Hello caregivers. This is my first interaction on this forum, so please be patient with me. This particular question is not about my parents (for whom I am the basic caregiver), but about my father's best friend. This gentleman is only 68 and he has been diagnosed with Lewy Body Dementia, because the doctors have run out of ideas. I know many people on this forum deal on a daily basis with many, many illnesses related to dementia, so I am praying for a new thought on this situation. Here goes: The gentleman in question was in our area in June and came to visit my Dad as he always does when he comes to Pennsylvania from Florida. At that time, he seemed only milder more confused than normal, and his wife had indicated that the doctors believed he was having a bad reaction to prescribed prednisone. A few weeks earlier he had had a car accident (minor, no injuries to himself, no one else involved). When he regained conciousness in the car, however, he couldn't remember where he was or how to get home. He walked to a gas station and was sent to a hospital. That seemed to be the beginning. Since we saw him in June (he was still driving, walking, conversing normally at that time), he has spent two months in hospitals, first one in Sarasota and next at the Mayo Clinic in Florida. He has become a shell of himself. He will listen when you speak, but does not respond. His face has become expressionless, The dementia is so bad that his wife has had to arrange for in-home care. The doctors, having run out of options, declared that he has Lewy Body Dementia. My question to anyone out there is: Does this seem logical to you, and/or can you think of ANYTHING else it could be? It's so sad. This gentleman is my Dad's best friend and at one time was my boss and friend as well. My Dad has had Parkinson's for four years now (progressing without much aid from drug therapy), and still this man is far, far worse in just three months than my Dad is in four years,. We're grasping for straws here. The diagnosis just seems so unlikely, and the rapidity with which this illness has progressed is nothing short of frightening. Any thoughts on this are welcome. Thank you in advance.
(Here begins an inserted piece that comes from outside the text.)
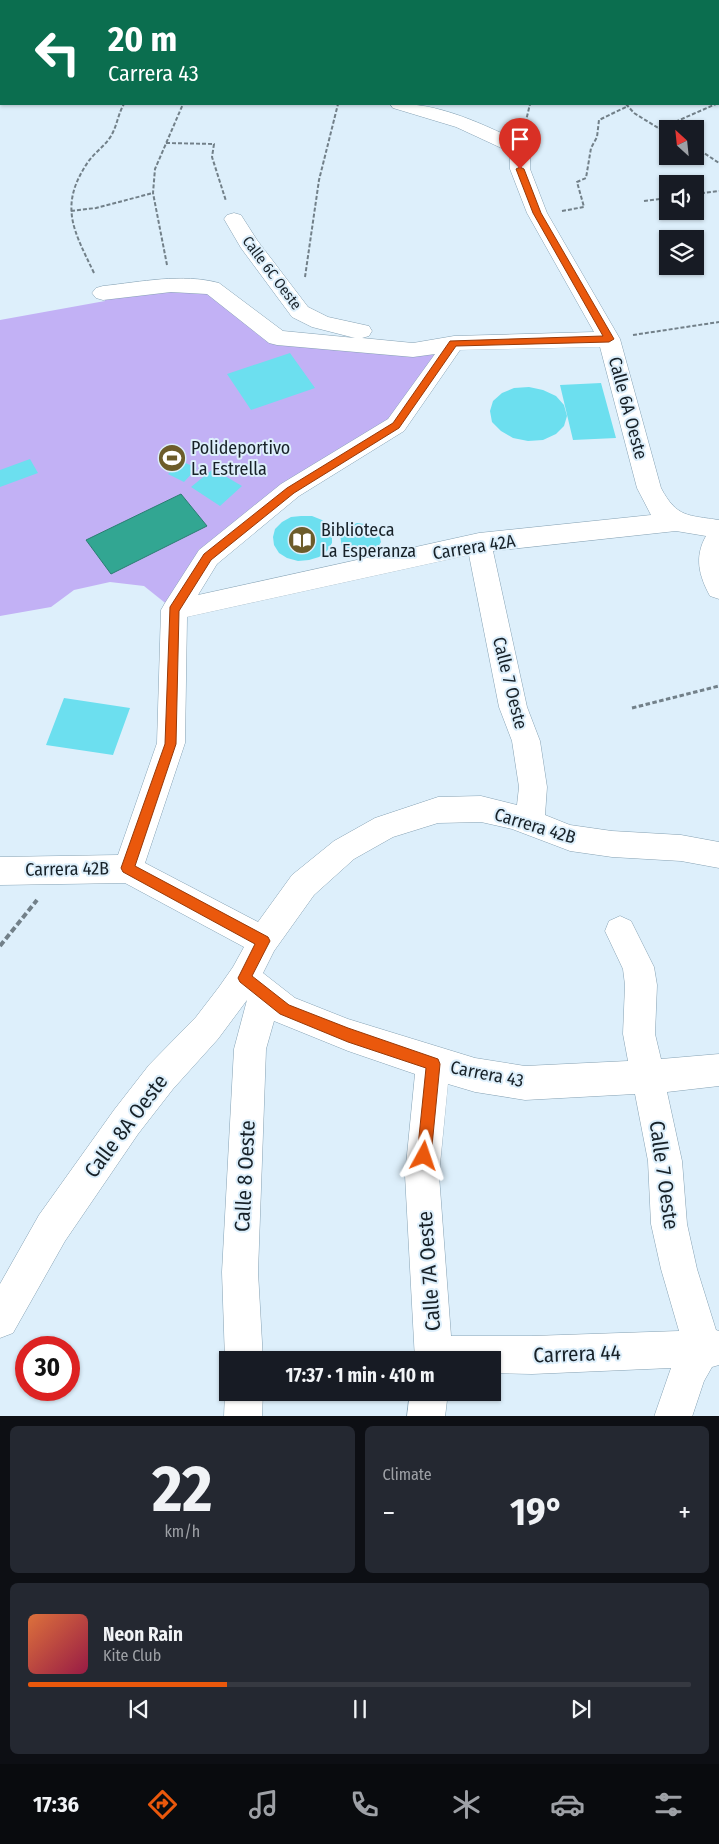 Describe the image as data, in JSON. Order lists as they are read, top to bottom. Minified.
{"streets":{"street":["Calle 6C Oeste","Calle 6A Oeste","Carrera 42A","Calle 7 Oeste","Carrera 42B","Carrera 43","Calle 8A Oeste","Calle 8 Oeste","Calle 7A Oeste","Carrera 44"]},"crossings":[["Calle 6A Oeste","Carrera 42A"],["Carrera 42A","Calle 7 Oeste"],["Calle 7 Oeste","Carrera 42B"],["Calle 7 Oeste","Carrera 43"],["Calle 7 Oeste","Carrera 44"],["Carrera 42B","Calle 8A Oeste"],["Carrera 43","Calle 8A Oeste"],["Carrera 43","Calle 8 Oeste"],["Carrera 43","Calle 7A Oeste"],["Calle 8A Oeste","Calle 8 Oeste"]],"places":{"sports":["Polideportivo La Estrella"],"library":["Biblioteca La Esperanza"]},"north":"top left","page":{"turn":["20 m","Carrera 43"],"limit":"30","trip":"17:37 · 1 min · 410 m","tile":[["22","km/h"],"Climate"],"heat":["−","19°","+"],"song":["Neon Rain","Kite Club"],"tabs":"17:36"}}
I'm so sorry, Norm, that your wife has been stricken with such a horrible illness at such a young age. While this, I am sure, is difficult for her, I'm just as certain that you are suffering your own silent hell. God bless you and give you patience and strength throughout this ordeal. Take care.
Again, thank you all for your help. I am going to go to the Web now and start researching some of the things mentioned here. Take care everyone, and God bless.
I belong to a local support group of caregivers of persons with Lewy Body Dementia. One person's loved one has had LDB for 12 years. My husband is in his 10th year. Another person's loved one went rapidly through all the symptoms and died in less than two years. The rate of progression is all over the map. You can read about "averages" and "typical progression" but each case is unique. Your friend and your father could have the same basic brain pathology ("Lewy bodies") and have radically different progressions.
Currently the only way to confirm a diagnosis is post-mortem examination of the brain. If your friend signs up to donate his brain to a study such as the one the Mayo conducts (as my husband has done) then his family will have a clearer picture of what he suffered from, and researchers will have more evidence on which to base conclusions and make better diagnosis in future patients. But while he is alive, complete confidence in a diagnosis is elusive. One of the goals of research is enable early and accurate diagnosis. Unfortunately that goal has not been reached yet. But if your friend has been to the dementia unit at Mayo he has been to one of the best places for an accurate diagnosis. Perfect? 100% reliable? No, the state of the art is not there yet.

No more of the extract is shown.